Certified Kubernetes Administrator Study Guide – Scheduling – Understand how resource limits can affect pod scheduling

• Within the spec for a pod you can specify how much CPU and RAM each container should be allocated aka its limit
• The pod does not have its own limit value, it is in effective the sum of the limits of all containers within the pod.
• Resources are measured in cpu units, one cpu in Kubernetes is:
  • 1 AWS vCPU
  • 1 GCP Core
  • 1 Azure vCore
  • 1 IBM vCPU
  • 1 Hyperthread on a bare metal intel processor with Hyperthreading
• The amount of cpu based on the limit is always the same regardless of whether it is single, dual or 48 core e.g. 0.1 cpu units are 0.1 on a single core cpu and are 0.1 on a dual core cpu
• Memory resources are measured in bytes, and can be specified as E, P, T, G, M or K suffixes for kilobytes etc
• They can also be specified using the power of 2 equivalents Ei, Pi etc

• Limits are added to the pod spec using the resources keyword within the containers section e.g.

apiVersion: v1
 kind: Pod
 metadata:
   name: frontend
 spec:
   containers:
   - name: db
     image: mysql
     env:
     - name: MYSQL_ROOT_PASSWORD
       value: "password"
     resources:
       requests:
         memory: "64Mi"
         cpu: "250m"
       limits:
         memory: "128Mi"
         cpu: "500m"
   - name: wp
     image: wordpress
     resources:
       requests:
         memory: "64Mi"
         cpu: "250m"
       limits:
         memory: "128Mi"
         cpu: "500m"

• When a pod with a limit is scheduled the limit value is converted to its millicore value and multiplied by 100. This value is the total amount of CPU time a container can use every 100ms.
• If a container uses more than its memory limit it might be terminated. If the restart policy of the pod allows it then the kubelet will restart the container
• If a container uses more than its cpu limit it will not be terminated. It may be allowed to exceed its limit for extended periods of time
• If a container users more empheral storage than its limit the Pod will be evicted.
• If a pod uses more empheral storage as a sum than specified on the spec of the containers (i.e. sum of limits from all containers is 5GB and sum of usage across the pod is 6GB) the Pod will be evicted.
• The pod status can be used to see the resource consumption of a pod
• The scheduler has to be able to find a node where the pod resource requirements can be statisfied. If no such node can be found the pod will remain in an unscheduled state until a node becomes available.

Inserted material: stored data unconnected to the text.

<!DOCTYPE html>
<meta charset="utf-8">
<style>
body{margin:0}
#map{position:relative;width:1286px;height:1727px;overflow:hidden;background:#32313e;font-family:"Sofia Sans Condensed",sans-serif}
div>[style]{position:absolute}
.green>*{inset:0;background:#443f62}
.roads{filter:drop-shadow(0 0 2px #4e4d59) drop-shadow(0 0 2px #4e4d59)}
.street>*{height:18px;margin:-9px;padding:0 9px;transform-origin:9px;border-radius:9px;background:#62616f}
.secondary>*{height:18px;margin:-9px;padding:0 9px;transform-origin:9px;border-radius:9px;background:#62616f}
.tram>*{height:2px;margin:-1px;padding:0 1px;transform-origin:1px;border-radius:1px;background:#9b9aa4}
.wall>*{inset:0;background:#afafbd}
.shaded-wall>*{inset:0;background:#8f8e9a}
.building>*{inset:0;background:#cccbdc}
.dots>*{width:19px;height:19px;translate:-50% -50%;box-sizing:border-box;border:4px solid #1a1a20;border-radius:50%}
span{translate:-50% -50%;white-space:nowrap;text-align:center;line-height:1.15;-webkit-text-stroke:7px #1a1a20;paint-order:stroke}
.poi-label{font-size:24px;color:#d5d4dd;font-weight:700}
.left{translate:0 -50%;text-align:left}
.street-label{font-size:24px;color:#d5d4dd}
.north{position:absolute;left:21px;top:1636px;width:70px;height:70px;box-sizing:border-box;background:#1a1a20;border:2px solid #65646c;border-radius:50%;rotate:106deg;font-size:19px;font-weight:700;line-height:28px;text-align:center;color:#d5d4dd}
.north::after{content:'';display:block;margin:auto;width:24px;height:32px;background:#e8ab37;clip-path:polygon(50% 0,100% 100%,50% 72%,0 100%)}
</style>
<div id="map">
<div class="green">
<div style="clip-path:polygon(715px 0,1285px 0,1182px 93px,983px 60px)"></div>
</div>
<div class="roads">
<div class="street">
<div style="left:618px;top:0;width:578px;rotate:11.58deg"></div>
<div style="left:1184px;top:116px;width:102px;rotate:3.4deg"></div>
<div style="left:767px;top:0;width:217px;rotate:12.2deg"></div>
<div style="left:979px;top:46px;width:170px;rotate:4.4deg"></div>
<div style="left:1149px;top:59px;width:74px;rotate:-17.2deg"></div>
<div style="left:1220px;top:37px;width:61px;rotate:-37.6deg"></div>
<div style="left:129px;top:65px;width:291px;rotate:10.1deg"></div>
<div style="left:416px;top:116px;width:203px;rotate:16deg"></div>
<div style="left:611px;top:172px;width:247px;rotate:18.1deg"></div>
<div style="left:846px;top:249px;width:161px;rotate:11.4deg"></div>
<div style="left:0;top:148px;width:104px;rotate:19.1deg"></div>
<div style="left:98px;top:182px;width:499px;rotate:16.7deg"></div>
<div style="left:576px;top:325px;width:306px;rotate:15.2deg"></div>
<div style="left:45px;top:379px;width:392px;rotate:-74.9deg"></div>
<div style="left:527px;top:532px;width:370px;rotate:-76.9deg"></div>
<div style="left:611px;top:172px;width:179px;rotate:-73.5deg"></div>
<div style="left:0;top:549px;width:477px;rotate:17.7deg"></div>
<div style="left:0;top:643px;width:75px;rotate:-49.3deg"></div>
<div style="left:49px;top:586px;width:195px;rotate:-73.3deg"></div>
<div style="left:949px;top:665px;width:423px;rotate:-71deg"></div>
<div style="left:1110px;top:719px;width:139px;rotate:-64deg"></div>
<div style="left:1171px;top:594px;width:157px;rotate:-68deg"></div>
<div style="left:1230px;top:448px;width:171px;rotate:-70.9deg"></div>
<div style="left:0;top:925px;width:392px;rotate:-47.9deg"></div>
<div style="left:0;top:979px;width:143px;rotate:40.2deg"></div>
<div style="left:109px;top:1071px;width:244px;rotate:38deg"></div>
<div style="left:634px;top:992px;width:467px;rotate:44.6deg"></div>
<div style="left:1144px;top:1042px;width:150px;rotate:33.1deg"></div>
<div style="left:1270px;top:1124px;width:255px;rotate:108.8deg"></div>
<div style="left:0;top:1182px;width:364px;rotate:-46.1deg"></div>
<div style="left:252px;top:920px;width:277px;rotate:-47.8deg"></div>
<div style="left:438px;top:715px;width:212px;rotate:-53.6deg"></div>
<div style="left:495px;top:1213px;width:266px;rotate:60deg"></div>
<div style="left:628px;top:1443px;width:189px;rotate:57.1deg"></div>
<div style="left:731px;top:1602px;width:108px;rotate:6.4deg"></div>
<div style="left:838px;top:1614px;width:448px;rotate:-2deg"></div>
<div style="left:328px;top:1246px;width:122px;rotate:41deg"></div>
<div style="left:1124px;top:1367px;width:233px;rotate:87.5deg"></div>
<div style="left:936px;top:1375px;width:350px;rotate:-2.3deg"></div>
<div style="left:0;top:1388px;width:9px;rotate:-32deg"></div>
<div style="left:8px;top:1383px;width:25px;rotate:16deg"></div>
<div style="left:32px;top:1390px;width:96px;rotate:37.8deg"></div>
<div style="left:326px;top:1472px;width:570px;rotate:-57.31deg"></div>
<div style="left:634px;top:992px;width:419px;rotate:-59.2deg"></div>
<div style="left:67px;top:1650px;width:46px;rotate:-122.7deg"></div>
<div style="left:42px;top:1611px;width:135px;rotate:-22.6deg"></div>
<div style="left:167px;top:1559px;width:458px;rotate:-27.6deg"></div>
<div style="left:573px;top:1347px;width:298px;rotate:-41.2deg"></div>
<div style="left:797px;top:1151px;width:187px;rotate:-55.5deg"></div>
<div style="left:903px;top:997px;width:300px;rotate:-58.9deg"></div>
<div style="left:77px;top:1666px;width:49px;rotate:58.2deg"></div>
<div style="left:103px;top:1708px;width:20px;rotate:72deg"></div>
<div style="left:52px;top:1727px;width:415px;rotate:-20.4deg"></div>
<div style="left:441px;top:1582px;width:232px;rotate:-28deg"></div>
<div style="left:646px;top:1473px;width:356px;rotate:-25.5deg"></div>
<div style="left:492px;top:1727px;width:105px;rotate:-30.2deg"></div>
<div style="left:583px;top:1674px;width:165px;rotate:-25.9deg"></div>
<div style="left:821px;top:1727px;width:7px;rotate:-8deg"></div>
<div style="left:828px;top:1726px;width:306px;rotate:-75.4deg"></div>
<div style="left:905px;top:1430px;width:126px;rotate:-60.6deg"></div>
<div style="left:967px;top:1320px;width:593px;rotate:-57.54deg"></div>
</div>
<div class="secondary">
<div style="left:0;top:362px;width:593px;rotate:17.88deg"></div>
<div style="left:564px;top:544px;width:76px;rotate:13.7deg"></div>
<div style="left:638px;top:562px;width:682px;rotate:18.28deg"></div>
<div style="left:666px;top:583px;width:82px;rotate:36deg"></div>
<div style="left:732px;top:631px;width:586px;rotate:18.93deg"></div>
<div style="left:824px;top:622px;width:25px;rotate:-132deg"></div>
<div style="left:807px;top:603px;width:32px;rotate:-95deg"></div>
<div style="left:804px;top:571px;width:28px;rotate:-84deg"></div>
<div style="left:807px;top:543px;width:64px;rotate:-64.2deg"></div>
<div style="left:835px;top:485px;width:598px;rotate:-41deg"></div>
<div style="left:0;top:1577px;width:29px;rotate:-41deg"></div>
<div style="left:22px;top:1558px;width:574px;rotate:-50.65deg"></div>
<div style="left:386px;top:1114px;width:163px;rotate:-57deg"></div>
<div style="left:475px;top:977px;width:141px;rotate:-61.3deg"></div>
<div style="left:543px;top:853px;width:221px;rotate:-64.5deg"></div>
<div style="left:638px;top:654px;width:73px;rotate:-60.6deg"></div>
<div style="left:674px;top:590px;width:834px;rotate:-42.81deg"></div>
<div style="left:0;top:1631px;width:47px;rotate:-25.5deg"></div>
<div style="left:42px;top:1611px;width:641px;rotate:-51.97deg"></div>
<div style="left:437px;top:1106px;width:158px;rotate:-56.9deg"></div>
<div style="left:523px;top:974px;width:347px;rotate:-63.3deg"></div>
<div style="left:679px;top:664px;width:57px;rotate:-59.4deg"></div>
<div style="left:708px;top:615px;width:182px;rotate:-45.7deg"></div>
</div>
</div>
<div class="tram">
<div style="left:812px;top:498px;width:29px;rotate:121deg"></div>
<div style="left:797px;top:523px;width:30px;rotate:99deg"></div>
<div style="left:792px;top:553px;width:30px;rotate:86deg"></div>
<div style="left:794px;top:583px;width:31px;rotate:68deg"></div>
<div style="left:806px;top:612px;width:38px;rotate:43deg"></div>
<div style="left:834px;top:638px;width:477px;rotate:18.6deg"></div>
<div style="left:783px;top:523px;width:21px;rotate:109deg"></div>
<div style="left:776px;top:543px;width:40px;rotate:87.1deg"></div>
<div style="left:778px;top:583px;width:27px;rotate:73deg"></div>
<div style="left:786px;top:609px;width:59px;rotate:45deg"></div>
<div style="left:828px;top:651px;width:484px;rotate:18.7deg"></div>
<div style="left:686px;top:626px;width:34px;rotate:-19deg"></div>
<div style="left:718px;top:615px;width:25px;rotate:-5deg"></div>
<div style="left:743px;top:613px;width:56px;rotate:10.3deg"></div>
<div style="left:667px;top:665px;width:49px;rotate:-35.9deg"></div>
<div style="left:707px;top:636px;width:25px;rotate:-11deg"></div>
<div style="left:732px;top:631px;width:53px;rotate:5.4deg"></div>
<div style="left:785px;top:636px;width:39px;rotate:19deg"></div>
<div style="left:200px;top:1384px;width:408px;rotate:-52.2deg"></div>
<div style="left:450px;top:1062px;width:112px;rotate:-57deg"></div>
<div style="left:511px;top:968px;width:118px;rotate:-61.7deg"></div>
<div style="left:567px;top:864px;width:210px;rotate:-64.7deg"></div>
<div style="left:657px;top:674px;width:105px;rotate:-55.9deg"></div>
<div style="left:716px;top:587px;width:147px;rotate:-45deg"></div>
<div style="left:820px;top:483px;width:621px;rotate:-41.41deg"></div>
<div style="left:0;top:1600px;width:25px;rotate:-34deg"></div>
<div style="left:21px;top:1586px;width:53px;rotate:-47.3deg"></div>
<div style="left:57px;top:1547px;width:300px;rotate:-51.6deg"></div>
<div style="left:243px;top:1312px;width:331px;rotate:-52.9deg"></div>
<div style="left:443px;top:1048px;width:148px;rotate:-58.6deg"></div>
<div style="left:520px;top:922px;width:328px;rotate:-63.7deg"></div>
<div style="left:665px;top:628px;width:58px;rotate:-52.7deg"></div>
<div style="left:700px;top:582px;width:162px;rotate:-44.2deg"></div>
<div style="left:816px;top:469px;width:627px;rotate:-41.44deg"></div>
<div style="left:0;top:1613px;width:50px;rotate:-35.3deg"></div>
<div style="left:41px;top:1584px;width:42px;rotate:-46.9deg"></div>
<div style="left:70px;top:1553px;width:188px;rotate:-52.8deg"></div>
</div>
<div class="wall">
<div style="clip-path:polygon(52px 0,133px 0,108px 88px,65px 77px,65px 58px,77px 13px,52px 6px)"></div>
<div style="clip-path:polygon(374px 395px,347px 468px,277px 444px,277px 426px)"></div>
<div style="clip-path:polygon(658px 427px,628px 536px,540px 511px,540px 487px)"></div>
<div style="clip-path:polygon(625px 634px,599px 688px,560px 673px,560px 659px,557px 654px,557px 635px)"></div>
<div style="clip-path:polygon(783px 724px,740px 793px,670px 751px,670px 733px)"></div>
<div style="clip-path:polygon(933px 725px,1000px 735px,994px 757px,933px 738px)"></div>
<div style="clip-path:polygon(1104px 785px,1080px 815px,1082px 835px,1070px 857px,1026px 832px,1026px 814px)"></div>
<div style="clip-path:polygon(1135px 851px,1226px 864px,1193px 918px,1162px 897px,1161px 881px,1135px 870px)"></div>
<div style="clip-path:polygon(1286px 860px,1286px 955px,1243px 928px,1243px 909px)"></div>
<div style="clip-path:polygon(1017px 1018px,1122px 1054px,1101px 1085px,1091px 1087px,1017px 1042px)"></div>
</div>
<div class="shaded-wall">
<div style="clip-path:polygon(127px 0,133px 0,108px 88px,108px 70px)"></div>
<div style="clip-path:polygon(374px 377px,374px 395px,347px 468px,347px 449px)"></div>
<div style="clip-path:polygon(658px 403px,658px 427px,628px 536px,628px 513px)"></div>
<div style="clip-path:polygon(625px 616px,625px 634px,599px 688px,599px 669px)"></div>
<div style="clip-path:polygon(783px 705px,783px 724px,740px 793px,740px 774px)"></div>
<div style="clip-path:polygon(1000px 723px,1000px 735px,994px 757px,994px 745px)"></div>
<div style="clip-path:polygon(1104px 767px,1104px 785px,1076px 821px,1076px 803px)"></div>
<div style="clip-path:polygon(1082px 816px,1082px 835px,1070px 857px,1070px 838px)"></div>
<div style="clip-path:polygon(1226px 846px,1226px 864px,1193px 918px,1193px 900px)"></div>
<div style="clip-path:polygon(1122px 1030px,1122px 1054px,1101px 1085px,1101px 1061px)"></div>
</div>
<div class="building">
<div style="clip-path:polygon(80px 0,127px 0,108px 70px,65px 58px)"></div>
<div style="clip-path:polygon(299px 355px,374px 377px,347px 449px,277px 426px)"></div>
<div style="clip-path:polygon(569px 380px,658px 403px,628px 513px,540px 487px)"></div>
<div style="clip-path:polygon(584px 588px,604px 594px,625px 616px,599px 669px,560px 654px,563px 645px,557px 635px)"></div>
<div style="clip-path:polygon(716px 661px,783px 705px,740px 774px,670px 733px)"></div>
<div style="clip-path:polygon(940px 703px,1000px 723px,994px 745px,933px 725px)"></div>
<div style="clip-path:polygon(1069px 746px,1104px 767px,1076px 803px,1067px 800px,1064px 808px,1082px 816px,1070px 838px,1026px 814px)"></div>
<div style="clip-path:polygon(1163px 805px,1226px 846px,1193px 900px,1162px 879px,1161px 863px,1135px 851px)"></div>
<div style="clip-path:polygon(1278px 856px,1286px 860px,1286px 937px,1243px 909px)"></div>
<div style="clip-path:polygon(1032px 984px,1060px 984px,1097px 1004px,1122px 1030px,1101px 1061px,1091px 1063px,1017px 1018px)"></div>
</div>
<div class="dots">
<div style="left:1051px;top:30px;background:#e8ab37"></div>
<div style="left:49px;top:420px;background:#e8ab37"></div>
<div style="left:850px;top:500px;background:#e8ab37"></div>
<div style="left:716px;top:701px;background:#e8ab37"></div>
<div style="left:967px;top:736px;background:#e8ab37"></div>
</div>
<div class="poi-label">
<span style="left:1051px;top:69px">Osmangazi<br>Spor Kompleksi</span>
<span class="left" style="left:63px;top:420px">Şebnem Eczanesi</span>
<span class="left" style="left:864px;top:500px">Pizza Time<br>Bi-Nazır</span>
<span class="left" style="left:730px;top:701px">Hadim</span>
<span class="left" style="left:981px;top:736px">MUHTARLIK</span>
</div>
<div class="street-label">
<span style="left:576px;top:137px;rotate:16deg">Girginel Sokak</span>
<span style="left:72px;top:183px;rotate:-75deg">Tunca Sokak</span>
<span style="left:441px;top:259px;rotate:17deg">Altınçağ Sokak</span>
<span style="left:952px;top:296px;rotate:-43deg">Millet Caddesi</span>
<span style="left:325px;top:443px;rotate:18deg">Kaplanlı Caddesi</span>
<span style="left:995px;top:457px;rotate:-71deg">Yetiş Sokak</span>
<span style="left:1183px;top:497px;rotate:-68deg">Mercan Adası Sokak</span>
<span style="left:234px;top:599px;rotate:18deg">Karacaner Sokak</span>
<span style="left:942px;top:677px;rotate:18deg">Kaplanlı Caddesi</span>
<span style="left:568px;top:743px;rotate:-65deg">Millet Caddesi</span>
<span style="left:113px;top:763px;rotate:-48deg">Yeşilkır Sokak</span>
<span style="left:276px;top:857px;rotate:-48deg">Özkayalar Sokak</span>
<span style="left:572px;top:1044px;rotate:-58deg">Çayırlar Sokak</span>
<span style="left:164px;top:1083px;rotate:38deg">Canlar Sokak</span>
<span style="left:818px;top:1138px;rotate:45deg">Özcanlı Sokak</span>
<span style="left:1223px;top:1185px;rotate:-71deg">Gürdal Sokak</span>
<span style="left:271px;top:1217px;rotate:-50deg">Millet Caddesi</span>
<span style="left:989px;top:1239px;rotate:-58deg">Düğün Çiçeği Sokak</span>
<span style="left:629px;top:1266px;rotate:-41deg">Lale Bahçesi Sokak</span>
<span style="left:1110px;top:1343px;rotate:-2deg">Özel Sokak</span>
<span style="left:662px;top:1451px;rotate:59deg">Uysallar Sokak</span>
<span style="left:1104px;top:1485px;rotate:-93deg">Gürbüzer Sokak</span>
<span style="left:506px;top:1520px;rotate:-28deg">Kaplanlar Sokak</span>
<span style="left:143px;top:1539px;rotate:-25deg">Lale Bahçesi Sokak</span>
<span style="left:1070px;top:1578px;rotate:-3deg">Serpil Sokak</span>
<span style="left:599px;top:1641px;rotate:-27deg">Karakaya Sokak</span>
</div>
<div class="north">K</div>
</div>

If the schedule failure relates to resource usage, messages like PodExceedsFreeCPU or PodExceedsFreeMemory  will be shown when using

kubectl describe pod <pod name> | grep -A 3 Events 

Troubleshooting

1.Check the capacity of the nodes using

kubectl describe nodes <node name>

Subtract the CPU/Memory allocated resources figures from the CPU/Memory allocatable figures to give the amount of available resources a new pod can consume (capacity includes resources reserved for system daemons which is why allocatable figure is lower)

Check the pod is not set to a size larger than all the nodes e.g. more cpu than a single node can provide

2.Terminate any unneeded pods to release resources

3.Add more nodes to the cluster to provide additional resources

4.If a pod is scheduled and then terminated, to see if the termination is due to resource constraints use

kubectl describe pod <pod name>  

5.Check the restart counts figure to see how many times the pod has been terminated and restarted by the kubelet

6.To fetch the status of previously terminated containers use

kubectl get pod -o go-template='{{range.status.containerStatuses}}{{"Container Name: "}}{{.name}}{{"\r\nLastState: "}}{{.lastState}}{{end}}' <pod name> 

The command will return a LastState value with a reason. If the reason is OOM Killed it was Out of Memory.